Task item: You are asked to filter the data below and copy every line holding "stream".

BEGIN Exercise materials

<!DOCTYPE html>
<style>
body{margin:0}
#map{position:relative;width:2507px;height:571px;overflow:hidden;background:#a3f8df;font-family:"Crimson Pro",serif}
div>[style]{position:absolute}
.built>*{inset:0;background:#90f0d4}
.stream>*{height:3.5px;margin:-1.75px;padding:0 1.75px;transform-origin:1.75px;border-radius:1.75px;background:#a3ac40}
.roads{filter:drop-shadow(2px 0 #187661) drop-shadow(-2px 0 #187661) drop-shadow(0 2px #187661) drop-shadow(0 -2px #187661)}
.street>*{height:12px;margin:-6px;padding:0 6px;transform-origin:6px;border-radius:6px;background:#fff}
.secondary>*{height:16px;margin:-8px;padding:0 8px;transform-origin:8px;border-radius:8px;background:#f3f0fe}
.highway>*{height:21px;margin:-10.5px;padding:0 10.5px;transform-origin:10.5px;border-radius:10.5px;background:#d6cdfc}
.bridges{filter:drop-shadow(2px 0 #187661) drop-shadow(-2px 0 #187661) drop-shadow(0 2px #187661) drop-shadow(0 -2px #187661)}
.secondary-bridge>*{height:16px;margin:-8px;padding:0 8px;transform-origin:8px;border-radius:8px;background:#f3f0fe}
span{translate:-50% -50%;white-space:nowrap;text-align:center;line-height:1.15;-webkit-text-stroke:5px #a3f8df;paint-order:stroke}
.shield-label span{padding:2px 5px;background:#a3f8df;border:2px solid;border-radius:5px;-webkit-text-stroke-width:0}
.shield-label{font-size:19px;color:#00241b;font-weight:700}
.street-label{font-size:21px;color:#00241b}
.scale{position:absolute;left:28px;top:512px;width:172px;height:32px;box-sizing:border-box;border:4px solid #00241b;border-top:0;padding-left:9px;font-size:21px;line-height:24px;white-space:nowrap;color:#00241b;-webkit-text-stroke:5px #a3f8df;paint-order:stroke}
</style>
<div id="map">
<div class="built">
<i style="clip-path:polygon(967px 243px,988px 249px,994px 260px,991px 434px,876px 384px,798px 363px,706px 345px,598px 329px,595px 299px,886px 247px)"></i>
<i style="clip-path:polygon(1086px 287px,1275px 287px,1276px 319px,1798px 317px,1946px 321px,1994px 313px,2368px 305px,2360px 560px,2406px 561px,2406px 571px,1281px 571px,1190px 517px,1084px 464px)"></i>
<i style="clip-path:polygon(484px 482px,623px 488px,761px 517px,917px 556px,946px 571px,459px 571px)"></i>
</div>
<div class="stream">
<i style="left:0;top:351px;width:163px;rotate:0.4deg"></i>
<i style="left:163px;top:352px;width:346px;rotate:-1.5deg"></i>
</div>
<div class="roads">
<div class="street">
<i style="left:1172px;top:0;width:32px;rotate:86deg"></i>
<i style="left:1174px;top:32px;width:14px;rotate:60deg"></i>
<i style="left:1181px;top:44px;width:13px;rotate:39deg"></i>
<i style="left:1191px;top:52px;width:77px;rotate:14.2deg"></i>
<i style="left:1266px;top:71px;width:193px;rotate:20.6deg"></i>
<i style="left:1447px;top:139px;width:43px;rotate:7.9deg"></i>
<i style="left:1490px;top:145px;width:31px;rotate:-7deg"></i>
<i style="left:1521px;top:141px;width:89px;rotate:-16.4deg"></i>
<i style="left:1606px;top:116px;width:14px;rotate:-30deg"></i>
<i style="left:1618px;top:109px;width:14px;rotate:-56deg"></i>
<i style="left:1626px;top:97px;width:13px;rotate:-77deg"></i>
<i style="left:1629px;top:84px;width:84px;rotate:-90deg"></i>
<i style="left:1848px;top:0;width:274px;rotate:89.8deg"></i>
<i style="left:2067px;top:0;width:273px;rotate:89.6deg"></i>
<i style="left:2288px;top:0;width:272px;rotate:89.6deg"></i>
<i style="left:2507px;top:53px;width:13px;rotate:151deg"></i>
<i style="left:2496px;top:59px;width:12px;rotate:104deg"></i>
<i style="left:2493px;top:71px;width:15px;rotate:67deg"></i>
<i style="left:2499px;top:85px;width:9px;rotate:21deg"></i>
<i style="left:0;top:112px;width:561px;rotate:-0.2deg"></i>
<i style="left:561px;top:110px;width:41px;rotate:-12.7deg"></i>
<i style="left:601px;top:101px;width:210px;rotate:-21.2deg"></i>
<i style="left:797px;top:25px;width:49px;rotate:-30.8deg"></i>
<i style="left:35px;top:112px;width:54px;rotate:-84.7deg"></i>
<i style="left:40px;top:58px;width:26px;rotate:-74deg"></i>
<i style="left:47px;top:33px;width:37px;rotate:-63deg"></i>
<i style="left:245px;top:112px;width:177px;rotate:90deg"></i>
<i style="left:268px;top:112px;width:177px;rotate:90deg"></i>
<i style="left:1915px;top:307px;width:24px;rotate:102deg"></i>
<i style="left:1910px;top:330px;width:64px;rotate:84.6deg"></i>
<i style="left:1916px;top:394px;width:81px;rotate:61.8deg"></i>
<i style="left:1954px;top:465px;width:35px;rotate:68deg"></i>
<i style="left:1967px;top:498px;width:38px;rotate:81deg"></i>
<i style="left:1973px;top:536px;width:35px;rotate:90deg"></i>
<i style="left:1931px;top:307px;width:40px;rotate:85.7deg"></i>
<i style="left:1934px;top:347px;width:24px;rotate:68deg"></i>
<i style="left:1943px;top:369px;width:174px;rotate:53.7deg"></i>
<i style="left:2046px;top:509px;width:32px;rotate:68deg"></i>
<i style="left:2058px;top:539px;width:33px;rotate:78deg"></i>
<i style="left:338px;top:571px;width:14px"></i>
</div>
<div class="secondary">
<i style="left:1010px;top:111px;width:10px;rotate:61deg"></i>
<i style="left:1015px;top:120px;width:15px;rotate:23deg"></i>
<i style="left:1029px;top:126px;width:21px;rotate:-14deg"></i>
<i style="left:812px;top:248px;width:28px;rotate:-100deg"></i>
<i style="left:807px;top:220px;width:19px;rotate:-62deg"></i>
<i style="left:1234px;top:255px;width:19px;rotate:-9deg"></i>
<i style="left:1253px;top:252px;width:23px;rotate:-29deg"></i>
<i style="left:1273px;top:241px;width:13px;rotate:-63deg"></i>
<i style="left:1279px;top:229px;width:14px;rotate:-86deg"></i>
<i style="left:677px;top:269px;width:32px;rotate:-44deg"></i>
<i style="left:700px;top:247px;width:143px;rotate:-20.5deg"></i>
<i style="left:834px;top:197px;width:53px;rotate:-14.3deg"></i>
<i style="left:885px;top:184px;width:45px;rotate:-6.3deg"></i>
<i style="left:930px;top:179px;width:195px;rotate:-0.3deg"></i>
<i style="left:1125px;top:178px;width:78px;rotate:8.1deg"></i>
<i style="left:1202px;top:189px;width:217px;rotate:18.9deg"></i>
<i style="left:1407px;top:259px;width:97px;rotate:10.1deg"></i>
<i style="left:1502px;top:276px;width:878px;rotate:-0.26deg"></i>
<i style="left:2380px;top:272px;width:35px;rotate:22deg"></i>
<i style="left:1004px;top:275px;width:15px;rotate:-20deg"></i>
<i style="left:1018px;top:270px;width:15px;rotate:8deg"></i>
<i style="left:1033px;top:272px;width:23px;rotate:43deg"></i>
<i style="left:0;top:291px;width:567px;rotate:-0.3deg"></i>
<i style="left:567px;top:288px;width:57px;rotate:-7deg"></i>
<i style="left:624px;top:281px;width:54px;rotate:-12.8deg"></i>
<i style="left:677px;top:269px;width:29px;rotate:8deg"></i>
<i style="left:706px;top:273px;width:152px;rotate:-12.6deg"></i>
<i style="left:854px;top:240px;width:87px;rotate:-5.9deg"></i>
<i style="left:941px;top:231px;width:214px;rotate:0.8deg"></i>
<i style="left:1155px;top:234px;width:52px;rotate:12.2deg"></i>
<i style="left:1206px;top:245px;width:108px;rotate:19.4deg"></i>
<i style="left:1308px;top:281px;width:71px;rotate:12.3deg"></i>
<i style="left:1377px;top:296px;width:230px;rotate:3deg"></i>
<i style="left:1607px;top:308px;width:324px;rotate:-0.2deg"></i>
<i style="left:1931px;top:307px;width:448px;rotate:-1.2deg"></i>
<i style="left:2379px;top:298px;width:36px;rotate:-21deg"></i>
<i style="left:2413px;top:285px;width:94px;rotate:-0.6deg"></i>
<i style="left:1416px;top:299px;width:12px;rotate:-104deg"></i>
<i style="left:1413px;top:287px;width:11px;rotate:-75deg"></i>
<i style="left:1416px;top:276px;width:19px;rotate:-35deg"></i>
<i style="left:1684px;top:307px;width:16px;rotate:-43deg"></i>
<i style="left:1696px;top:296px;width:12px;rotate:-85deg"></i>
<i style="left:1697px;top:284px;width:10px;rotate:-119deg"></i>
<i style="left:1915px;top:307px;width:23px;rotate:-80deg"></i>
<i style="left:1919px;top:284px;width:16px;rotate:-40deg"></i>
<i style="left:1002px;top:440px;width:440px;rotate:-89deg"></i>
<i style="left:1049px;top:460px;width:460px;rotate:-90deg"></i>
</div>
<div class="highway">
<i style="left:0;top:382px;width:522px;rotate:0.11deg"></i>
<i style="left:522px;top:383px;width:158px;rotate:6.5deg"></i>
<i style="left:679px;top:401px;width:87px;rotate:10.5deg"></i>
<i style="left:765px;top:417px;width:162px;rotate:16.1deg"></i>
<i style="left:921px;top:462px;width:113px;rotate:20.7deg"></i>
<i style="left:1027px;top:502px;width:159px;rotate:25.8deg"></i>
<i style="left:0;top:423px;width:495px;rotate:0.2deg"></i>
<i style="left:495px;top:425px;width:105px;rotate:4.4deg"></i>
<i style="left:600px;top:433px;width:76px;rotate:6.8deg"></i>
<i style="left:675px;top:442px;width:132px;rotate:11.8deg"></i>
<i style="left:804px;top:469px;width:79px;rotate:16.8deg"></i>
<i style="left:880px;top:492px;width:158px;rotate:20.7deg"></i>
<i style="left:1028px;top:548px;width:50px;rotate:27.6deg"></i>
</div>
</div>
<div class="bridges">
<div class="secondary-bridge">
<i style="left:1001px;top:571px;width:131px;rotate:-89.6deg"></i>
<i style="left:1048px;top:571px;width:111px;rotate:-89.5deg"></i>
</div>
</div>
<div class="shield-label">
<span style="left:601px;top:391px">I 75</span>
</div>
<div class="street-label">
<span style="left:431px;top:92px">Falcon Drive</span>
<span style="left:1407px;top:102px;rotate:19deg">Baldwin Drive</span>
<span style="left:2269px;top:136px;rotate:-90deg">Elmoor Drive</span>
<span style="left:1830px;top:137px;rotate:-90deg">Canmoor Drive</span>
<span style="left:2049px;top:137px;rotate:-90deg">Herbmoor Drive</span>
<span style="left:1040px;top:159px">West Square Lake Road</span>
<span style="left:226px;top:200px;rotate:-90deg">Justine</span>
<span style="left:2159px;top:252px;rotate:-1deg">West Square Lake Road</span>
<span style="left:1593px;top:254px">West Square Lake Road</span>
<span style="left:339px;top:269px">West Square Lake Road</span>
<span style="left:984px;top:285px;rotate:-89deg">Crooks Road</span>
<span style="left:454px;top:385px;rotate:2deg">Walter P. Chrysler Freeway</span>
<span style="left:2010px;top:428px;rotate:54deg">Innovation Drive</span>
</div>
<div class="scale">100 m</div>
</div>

END Exercise materials

Expected answer:
.stream>*{height:3.5px;margin:-1.75px;padding:0 1.75px;transform-origin:1.75px;border-radius:1.75px;background:#a3ac40}
<div class="stream">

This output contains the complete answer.